_YOUR TASK_: In the data below, how many lines contain the string "strokeStyle"? Give only the figure.
:: SUPPLIED RECORDS
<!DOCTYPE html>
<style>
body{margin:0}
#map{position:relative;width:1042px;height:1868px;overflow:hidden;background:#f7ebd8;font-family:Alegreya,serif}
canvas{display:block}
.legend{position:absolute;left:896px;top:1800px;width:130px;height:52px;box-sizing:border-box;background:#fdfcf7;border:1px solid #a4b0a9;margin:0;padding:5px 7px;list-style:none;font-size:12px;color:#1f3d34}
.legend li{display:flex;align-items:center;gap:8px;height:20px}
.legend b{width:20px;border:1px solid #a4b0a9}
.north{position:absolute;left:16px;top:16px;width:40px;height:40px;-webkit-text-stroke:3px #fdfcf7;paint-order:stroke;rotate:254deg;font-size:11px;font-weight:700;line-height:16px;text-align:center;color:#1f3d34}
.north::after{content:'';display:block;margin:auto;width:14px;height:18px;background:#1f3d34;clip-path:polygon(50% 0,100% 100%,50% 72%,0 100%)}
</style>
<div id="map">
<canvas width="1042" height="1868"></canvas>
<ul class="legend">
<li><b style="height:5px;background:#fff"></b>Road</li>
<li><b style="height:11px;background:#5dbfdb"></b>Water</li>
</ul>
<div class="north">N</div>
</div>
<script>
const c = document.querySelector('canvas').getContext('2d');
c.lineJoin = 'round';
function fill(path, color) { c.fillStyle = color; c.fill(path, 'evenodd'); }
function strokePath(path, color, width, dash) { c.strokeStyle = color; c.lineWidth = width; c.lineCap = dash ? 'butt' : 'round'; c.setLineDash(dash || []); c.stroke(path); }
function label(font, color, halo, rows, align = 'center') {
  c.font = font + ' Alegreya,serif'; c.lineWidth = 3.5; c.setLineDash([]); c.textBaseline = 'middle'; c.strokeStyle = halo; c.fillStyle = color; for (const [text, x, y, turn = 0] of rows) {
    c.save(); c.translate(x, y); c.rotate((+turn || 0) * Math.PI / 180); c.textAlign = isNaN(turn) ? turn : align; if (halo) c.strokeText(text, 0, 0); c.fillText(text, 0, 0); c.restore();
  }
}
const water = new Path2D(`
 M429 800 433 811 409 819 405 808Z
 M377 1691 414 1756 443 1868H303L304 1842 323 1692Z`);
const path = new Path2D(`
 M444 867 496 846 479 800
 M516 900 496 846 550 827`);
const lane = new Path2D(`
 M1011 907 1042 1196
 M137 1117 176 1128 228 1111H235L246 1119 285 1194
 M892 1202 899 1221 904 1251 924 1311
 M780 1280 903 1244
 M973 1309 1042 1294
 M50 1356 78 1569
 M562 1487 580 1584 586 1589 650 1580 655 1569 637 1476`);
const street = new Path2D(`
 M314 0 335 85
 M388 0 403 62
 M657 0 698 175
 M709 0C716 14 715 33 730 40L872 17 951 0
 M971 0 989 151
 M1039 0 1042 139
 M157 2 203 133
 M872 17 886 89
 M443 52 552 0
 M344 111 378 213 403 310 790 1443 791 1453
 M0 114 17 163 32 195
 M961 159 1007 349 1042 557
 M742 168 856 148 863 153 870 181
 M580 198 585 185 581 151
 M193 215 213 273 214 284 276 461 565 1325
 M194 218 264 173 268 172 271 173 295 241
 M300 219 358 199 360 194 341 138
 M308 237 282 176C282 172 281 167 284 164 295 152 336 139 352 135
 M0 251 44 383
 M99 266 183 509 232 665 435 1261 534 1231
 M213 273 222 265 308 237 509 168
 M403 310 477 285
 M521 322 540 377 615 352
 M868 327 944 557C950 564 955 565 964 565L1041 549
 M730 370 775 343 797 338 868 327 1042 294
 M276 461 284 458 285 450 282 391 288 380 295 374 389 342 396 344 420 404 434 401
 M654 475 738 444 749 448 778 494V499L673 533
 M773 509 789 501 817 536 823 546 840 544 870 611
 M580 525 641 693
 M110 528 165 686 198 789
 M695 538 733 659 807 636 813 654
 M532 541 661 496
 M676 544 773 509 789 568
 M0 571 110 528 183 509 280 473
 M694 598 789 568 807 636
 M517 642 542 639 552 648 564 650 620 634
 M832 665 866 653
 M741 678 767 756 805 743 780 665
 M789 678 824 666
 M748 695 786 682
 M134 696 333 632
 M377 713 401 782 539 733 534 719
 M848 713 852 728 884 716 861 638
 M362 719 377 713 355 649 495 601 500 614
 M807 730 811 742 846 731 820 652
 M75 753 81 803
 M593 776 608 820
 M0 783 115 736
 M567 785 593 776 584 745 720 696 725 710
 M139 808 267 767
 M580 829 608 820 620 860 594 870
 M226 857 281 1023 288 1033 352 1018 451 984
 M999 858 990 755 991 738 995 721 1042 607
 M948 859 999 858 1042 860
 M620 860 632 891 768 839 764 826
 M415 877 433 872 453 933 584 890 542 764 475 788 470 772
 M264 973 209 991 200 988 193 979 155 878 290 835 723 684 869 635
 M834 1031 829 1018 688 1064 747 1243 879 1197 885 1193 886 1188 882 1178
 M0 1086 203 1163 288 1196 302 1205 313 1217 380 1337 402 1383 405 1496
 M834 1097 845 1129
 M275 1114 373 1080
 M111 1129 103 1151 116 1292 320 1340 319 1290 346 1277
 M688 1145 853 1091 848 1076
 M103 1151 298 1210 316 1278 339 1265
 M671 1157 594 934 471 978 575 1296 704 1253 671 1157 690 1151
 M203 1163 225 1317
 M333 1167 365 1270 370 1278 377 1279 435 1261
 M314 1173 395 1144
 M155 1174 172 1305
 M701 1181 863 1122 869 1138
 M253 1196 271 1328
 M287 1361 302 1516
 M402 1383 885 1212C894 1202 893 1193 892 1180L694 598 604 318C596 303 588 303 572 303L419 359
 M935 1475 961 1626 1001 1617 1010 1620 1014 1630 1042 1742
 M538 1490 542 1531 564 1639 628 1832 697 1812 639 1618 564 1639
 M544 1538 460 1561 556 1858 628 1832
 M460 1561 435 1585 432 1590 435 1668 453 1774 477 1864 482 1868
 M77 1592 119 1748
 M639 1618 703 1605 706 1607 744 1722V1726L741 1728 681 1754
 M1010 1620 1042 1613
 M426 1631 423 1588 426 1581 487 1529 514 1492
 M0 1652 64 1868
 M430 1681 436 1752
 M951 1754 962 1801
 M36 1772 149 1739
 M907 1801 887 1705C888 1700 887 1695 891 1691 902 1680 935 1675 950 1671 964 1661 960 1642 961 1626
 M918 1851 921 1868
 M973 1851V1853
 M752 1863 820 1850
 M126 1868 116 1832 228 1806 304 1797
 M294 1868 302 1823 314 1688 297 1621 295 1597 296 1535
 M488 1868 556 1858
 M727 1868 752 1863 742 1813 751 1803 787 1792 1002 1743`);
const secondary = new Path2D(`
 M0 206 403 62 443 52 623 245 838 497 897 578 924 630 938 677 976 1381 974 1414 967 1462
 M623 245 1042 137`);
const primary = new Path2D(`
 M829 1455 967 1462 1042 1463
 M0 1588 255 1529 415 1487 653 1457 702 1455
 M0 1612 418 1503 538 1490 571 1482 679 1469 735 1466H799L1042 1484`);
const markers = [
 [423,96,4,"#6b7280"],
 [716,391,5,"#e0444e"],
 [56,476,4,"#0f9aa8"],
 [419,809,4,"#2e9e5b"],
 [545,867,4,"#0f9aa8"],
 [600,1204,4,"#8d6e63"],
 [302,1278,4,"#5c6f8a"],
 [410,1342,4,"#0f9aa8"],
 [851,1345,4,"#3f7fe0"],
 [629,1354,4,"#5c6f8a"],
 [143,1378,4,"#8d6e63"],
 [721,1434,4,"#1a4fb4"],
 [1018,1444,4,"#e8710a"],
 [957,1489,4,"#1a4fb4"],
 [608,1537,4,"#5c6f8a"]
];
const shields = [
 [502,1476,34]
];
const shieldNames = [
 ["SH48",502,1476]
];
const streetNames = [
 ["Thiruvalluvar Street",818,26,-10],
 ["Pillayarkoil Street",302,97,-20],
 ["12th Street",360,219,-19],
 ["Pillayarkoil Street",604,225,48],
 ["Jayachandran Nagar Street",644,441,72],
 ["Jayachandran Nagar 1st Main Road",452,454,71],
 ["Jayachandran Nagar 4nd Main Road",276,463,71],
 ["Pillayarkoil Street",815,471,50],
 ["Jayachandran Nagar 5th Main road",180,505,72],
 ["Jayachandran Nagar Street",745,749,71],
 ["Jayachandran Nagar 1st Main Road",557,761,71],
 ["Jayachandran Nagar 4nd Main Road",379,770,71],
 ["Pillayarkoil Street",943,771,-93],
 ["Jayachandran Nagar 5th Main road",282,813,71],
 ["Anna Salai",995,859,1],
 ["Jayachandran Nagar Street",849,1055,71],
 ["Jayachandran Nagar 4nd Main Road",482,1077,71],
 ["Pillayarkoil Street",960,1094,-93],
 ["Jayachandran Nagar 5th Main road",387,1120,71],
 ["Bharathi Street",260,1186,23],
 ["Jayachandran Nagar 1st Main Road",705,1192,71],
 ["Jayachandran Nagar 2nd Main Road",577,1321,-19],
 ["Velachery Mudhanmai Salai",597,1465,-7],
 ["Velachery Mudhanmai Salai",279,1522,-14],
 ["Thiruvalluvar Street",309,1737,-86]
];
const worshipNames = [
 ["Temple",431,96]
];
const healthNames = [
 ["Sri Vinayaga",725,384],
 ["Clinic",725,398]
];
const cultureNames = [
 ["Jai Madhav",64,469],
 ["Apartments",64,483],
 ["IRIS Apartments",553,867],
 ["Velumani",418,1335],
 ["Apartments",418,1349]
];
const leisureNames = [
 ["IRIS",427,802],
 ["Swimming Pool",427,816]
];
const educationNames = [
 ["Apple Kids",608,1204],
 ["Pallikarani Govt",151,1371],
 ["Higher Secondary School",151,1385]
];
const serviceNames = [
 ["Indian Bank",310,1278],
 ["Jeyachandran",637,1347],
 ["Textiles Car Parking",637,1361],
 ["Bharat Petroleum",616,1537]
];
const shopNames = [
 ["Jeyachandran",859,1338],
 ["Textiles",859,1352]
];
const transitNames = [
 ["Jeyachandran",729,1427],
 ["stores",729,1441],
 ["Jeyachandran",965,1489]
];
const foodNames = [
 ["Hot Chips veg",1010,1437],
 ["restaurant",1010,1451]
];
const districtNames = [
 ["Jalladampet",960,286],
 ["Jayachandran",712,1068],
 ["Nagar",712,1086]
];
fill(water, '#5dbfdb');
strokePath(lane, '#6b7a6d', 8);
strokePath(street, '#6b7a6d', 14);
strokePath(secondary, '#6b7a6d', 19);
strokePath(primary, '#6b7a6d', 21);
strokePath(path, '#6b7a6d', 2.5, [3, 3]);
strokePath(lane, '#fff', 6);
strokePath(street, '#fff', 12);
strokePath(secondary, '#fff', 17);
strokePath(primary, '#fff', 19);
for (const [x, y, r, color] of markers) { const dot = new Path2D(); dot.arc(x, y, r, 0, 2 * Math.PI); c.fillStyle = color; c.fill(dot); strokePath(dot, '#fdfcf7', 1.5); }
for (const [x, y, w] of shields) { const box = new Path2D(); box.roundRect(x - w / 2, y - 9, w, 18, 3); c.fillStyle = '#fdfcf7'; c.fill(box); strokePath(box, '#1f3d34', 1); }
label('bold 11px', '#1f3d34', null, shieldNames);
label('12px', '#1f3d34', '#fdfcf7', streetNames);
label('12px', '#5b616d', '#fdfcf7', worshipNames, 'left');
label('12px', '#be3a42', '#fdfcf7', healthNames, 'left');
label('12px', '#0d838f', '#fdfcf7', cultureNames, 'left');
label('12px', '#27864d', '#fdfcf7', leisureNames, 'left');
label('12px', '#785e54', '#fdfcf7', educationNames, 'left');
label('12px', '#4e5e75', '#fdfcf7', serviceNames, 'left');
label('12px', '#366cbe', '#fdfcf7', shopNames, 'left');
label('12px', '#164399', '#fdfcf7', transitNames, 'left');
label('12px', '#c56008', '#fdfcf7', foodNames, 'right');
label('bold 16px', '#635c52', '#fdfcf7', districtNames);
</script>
::::
_RESPONSE TO THE EXERCISE_: 2